La desarticulación entre los aparatos hegemónicos del MAS o, dicho de forma más sencilla, la división de este partido, es el mayor desafío a su hegemonía y probablemente termine por sepultarla.

Sin embargo, si bien es posible y además muy sencillo prever el fin de una formación hegemónica, ya que todos los constructos sociales tienen un tiempo de duración o, como dijo Goethe, “merecen perecer”, otra cosa es saber si este fin será en 2025, años más tarde o incluso en una década. Si el último golpe de pala para enterrarla lo dará Arce o Morales. Y cuáles serán los costos económicos, políticos y psicológicos para el país. La hegemonía no depende de un solo factor, como hemos visto, sino de la capacidad del modelo hegemónico de responder demandas en varios planos. Esta capacidad, hasta cierto punto, puede renovarse. Una crisis económica debilita a una formación hegemónica, pero no basta para tumbarla, como hemos visto tanta veces en la historia. Hace poco se cumplieron 50 años del golpe de Pinochet en Chile. Es obvio que este golpe no hubiera sido necesario si la crisis económica que administró desafortunadamente el gobierno de Allende habría sido suficiente para desestabilizar completamente la hegemonía revolucionaria que había surgido a fines de los años 60 en ese país. También hay ejemplos de hegemonías institucionalizadas –o quizá sea mejor decir osificadas, porque generalmente se dan en contextos no del todo democráticos– como la del PRI de México, que duraron 70 años. Pero este no es el caso de Bolivia; como hemos visto, el MAS desestimó la institucionalización de su poder. 

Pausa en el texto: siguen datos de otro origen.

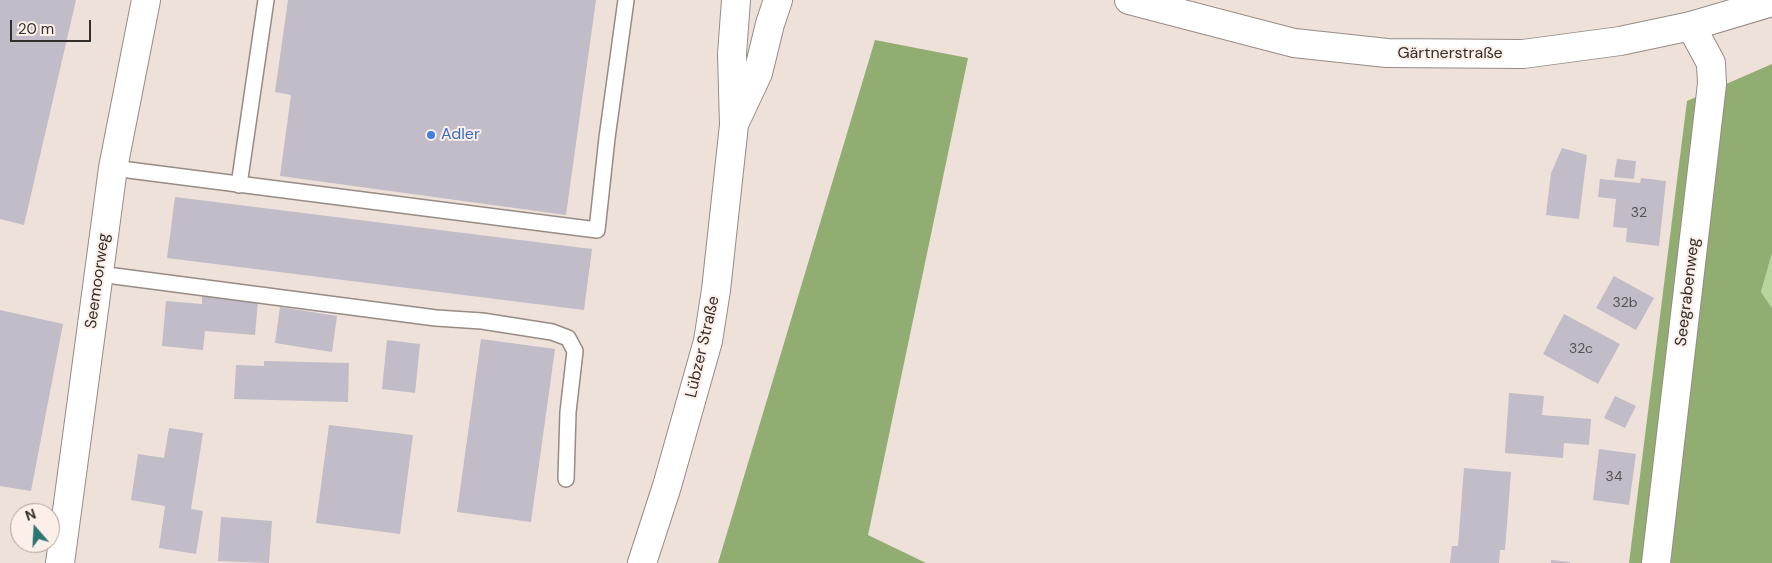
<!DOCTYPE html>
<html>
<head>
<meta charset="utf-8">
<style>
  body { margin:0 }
  #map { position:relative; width:1772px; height:563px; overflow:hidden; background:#eee1da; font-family:"DM Sans",sans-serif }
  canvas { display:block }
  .north { position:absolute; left:10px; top:503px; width:50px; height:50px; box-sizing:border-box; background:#fceee8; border:1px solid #aca19c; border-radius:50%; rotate:341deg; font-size:14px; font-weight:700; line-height:20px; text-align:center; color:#332e2b }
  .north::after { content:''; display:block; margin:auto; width:18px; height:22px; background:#2b7572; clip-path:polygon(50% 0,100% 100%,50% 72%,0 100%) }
  .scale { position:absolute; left:10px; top:20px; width:81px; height:22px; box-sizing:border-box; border:2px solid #332e2b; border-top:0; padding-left:6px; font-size:15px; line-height:18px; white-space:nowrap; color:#332e2b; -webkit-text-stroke:4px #fceee8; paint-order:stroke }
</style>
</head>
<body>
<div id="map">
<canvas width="1772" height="563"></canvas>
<div class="north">N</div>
<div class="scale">20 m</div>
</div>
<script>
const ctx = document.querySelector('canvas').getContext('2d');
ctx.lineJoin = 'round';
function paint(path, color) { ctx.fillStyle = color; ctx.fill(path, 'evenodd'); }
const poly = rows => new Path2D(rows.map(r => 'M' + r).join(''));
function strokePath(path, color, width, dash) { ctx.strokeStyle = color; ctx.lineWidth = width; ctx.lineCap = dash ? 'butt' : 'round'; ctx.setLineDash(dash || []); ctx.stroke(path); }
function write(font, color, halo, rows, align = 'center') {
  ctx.font = font + ' "DM Sans",sans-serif'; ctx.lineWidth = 4; ctx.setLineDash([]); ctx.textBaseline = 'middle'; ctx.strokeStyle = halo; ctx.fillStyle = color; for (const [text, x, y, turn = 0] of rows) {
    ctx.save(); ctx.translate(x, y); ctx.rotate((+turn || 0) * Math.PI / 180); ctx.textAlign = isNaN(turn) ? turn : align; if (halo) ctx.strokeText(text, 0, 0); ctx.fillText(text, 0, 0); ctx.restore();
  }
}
paint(poly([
  [1772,253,1772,308,1761,292]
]), '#b9d49c');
paint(poly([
  [875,40,968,58,868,535,926,563,718,563],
  [1772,64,1772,253,1761,292,1772,308,1772,563,1629,563,1687,101]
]), '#91ad72');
paint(poly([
  [0,0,76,0,24,225,0,219],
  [288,0,596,0,566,215,280,176,291,95,275,92],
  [1562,148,1587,155,1579,219,1546,215,1551,173],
  [1617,159,1636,161,1634,179,1614,177],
  [1641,178,1666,181,1659,246,1626,242,1627,228,1613,227,1616,199,1598,197,1600,179,1640,183],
  [175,197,592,249,584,310,167,258],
  [1614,276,1654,298,1636,330,1596,308],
  [202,296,258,301,255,335,205,331,203,350,162,346,166,301,202,304],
  [280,307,337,316,332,352,275,343],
  [0,310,63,324,31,491,0,486],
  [1564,314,1620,344,1598,384,1543,354],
  [481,339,555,349,531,522,457,512],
  [387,340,420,344,415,393,382,389],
  [264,361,349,363,348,402,234,399,236,365,264,366],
  [1509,393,1544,396,1542,415,1591,419,1589,445,1564,443,1563,458,1505,453],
  [1615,396,1636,406,1625,428,1604,418],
  [329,425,413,435,400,534,316,523],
  [169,428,203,433,191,509,203,511,196,554,159,548,165,506,131,500,138,454,164,458],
  [1599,449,1636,454,1629,505,1593,500],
  [1464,468,1511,472,1505,550,1500,550,1499,563,1450,563,1452,546,1458,546],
  [221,517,272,521,269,563,218,561],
  [1551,560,1570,562,1570,563,1551,563]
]), '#c1bcc7');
const lane = poly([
  [113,168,597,230,607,138,626,0],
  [239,185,266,0],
  [99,274,436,318,482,321,552,332,568,338,575,351,568,412,566,479]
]);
const street = poly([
  [60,563,113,168,146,0],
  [1656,563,1712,84,1711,63,1691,26]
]);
const secondary = poly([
  [1129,0,1294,43,1387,53,1523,54,1620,41,1691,26,1772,2],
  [736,120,758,73,770,24,778,0],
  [642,563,667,486,708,341,716,290,734,125,732,54,736,0]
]);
strokePath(lane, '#978b85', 18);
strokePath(street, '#978b85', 30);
strokePath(secondary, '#978b85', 30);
strokePath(lane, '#fff', 15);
strokePath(street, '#fff', 28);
strokePath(secondary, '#fff', 28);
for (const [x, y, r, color] of [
  [431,135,5,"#3f7fe0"]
]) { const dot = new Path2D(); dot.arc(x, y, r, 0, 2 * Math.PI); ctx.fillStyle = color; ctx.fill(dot); strokePath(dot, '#fceee8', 2); }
write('14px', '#565252', null, [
  ["32",1639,213],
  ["32b",1625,303],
  ["32c",1581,349],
  ["34",1614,477]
]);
write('16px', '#332e2b', '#fceee8', [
  ["Gärtnerstraße",1450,54],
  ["Seemoorweg",98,281,-82],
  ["Seegrabenweg",1688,292,-83],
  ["Lübzer Straße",703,347,-77]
]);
write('16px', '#366cbe', '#fceee8', [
  ["Adler",441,135]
], 'left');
</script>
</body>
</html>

Una cuestión aún más difícil de anticipar es qué nueva hegemonía se articulará tras la derrota del MAS, si se dará tras un movimiento pendular y excluirá todo vestigio de la ideología saliente y reflejará las novedades ideológicas del momento, por ejemplo el libertarismo o el bukelismo, como es frecuente en la historia boliviana, o si se desenvolverá con cierta continuidad con el pasado, en caso de que se aprendiera de la experiencia del gobierno de Añez y se procurase interpelar a un nuevo sujeto político más amplio; es decir, se buscase una hegemonía de más largo plazo, que fuese susceptible de institucionalizar.

Todo dependerá por supuesto de la política, que siempre introduce en el mundo social el misterio de lo que no es estructural, el misterio de los sujetos.